Salad with Toasted Bucherondin Cheese and Chocolate

  • 4

Ingredients

  • 1 teaspoon lemon zest (from about 1/2 lemon)
  • 2 tablespoons fresh lemon juice
  • 1 teaspoon minced shallot
  • 1.5 teaspoons agave nectar
  • 1 teaspoon fresh thyme leaves
  • 1/2 teaspoon dijon mustard
  • 1/4 cup olive oil
  • 2 teaspoons chocolate nibs
  • 2 teaspoons finely chopped walnuts
  • 4 slices, whole wheat bread
  • 4 ounces bucherondin cheese, cut into 4 round slices
  • 5 ounces mixed field greens

Preparation

Step 1

In a small bowl, whisk lemon zest, lemon juice, shallot, salt, agave nectar, thyme, and mustard with 1 tablespoon hot water. Slowly whisk in oil and set aside.

In another small bowl, combine chocolate nibs and walnuts. Set aside.

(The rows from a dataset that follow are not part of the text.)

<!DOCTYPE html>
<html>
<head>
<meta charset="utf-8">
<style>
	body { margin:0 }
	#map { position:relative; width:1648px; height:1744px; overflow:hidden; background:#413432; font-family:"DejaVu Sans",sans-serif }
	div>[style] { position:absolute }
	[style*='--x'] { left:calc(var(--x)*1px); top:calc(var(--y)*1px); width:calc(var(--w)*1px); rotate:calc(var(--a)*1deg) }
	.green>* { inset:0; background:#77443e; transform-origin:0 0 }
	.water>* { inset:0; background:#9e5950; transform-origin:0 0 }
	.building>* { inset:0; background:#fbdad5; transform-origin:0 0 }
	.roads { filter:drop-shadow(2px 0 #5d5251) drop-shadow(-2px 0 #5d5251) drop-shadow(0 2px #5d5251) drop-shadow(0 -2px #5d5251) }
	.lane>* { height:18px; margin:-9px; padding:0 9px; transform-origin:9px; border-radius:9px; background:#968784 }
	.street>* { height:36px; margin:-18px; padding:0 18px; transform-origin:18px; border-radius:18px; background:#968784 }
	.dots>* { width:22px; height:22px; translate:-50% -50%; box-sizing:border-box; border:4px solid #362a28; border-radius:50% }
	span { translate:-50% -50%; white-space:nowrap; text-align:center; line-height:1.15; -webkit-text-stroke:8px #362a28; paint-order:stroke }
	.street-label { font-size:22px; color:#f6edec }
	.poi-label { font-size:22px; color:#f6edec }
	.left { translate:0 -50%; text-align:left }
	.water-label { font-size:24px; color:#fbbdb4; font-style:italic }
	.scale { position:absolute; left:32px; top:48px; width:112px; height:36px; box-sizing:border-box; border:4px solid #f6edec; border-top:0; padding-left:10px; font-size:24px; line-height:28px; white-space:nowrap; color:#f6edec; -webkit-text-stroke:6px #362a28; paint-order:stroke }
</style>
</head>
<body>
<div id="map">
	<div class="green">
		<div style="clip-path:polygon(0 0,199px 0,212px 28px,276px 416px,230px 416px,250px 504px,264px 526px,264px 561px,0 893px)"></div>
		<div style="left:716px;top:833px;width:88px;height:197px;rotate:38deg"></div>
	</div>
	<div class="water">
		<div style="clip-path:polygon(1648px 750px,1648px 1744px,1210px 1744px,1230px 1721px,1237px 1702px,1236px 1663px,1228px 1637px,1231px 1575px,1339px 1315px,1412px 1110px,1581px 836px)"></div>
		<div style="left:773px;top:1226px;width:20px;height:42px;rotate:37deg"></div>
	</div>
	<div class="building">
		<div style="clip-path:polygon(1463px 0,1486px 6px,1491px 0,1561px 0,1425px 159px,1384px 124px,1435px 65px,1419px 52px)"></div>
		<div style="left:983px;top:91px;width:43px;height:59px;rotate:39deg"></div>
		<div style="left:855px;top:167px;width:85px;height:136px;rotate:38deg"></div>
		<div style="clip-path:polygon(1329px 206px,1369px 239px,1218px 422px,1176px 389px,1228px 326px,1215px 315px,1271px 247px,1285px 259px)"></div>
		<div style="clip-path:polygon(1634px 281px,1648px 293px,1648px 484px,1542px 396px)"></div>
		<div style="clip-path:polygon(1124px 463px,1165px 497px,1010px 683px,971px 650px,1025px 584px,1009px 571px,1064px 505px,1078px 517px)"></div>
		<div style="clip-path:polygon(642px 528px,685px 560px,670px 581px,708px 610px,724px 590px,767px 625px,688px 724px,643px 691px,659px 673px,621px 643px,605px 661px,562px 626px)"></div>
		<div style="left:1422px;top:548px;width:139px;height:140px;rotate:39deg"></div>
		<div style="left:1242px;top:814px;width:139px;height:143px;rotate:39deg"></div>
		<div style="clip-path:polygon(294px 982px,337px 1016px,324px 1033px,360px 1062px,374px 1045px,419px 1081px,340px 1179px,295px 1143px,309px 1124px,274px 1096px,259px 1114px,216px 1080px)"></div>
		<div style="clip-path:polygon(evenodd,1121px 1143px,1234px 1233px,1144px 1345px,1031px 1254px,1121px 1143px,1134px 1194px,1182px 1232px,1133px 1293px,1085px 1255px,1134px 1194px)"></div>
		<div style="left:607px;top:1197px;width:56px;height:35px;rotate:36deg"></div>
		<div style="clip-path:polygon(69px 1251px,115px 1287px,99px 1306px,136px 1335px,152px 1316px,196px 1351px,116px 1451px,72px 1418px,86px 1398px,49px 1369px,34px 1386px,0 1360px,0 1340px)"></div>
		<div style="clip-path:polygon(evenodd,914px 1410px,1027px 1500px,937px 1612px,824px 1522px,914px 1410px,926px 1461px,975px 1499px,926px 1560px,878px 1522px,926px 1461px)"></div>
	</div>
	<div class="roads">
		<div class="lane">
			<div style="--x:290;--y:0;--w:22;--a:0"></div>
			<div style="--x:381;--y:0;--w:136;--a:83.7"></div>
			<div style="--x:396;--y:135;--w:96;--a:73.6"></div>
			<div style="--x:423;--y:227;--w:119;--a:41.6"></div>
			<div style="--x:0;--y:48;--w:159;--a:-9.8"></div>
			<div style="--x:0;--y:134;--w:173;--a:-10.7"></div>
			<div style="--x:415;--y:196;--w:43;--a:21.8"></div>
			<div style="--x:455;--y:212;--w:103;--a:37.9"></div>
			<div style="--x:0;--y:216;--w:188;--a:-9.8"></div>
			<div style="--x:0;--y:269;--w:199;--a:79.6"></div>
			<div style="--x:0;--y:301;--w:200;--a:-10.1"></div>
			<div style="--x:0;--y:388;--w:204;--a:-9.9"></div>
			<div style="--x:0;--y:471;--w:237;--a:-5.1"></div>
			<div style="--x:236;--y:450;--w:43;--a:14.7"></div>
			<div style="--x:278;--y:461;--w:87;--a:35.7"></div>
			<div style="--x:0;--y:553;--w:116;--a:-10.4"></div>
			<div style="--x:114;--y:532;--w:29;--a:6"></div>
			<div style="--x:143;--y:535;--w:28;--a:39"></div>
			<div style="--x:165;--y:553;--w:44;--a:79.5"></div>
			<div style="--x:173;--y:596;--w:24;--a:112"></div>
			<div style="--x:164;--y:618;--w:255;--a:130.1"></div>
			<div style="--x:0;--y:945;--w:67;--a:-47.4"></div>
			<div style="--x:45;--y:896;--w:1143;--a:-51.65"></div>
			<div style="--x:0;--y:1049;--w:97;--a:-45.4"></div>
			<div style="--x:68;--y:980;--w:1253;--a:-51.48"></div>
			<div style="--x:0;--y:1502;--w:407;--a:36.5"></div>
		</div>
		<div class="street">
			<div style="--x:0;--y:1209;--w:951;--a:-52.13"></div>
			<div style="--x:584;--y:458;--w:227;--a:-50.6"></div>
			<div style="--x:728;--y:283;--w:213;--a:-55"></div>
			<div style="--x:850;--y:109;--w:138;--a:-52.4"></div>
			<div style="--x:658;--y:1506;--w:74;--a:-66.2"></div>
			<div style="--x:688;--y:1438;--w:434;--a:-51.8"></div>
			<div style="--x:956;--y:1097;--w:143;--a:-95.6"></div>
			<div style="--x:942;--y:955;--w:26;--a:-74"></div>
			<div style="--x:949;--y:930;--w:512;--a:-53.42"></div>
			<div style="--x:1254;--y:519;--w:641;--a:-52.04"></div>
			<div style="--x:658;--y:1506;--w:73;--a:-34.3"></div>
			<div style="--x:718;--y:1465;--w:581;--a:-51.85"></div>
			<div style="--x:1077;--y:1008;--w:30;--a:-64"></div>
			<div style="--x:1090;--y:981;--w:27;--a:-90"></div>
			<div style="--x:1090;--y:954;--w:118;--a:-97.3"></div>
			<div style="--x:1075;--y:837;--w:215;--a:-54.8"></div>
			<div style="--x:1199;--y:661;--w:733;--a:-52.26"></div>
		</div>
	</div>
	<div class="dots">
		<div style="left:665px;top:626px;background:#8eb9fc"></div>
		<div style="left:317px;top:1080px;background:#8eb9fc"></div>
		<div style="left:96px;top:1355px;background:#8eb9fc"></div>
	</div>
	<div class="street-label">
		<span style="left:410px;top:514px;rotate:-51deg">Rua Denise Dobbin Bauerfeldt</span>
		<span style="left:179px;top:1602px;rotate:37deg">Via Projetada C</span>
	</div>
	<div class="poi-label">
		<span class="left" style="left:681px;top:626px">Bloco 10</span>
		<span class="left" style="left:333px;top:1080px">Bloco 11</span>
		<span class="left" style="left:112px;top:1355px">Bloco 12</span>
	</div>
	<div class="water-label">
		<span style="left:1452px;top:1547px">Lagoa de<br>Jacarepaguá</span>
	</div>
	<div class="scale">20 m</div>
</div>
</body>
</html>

Preheat oven or toaster to 400 degrees. Trim bread slices to the same size and shape as cheese slices. Toast the bread until slightly golden.

Place cheese slices on bread and top each with 1 teaspoon walnut mixture. Bake for 7 minutes or until cheese is melted and browned.

Toss greens in dressing and divide among 4 plates. Top each with a crouton and serve.